The study had several limitations. First, this was the first study evaluating PCa using SMI, which was performed at a single center with a small number of participants. Therefore, further prospective studies with larger study sample sizes are recommended. Second, all the US images were obtained by the same radiologist. Ultrasonography examination and interpretation are operator-dependent, so future studies should control for interobserver differences in evaluation of imaging findings.

Conclusions

This study evaluated and compared blood flow signals in patients with malignant and benign prostate lesions using color Doppler ultrasonography (CDUS) and superb microvascular imaging (SMI).
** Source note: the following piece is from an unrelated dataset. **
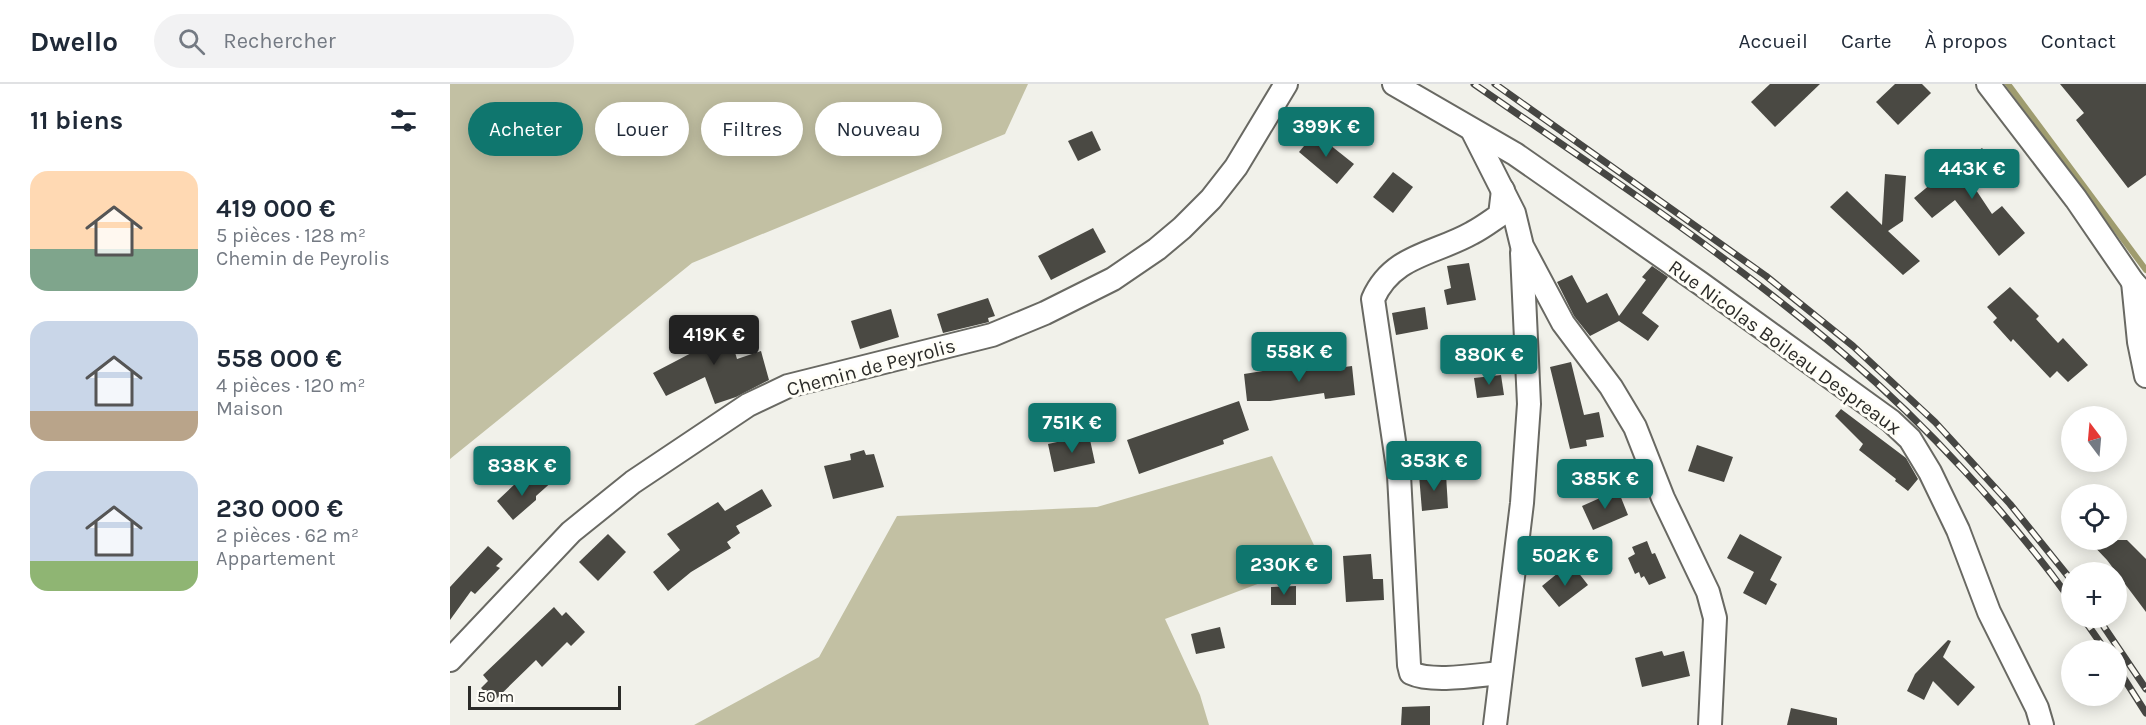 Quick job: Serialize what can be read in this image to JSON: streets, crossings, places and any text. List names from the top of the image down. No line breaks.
{"streets":{"street":["Rue Nicolas Boileau Despreaux","Chemin de Peyrolis"]},"scale_bar":"50 m","north":"top","page":{"header":"Dwello","search":"Rechercher","nav":["Accueil","Carte","À propos","Contact"],"heading":"11 biens","chip":["Acheter","Louer","Filtres","Nouveau"],"price":["399K €","443K €","419K €","558K €","880K €","751K €","353K €","838K €","385K €","502K €","230K €"],"list":[{"name":"419 000 €","note":"5 pièces · 128 m² · Chemin de Peyrolis"},{"name":"558 000 €","note":"4 pièces · 120 m² · Maison"},{"name":"230 000 €","note":"2 pièces · 62 m² · Appartement"}],"map_buttons":["+","−"],"scale":"50 m"}}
The findings showed that SMI was superior to CDFI in visualizing the microvasculature in prostate cancer (PCa). In addition, there was a positive correlation between vascularity quantity and Gleason score. In summary, SMI-guided targeted biopsy is a simple method for PCa detection, with a higher true-positive rate and more accurate Gleason score, thus suggesting a more appropriate therapeutic plan than with use of conventional systematic biopsy.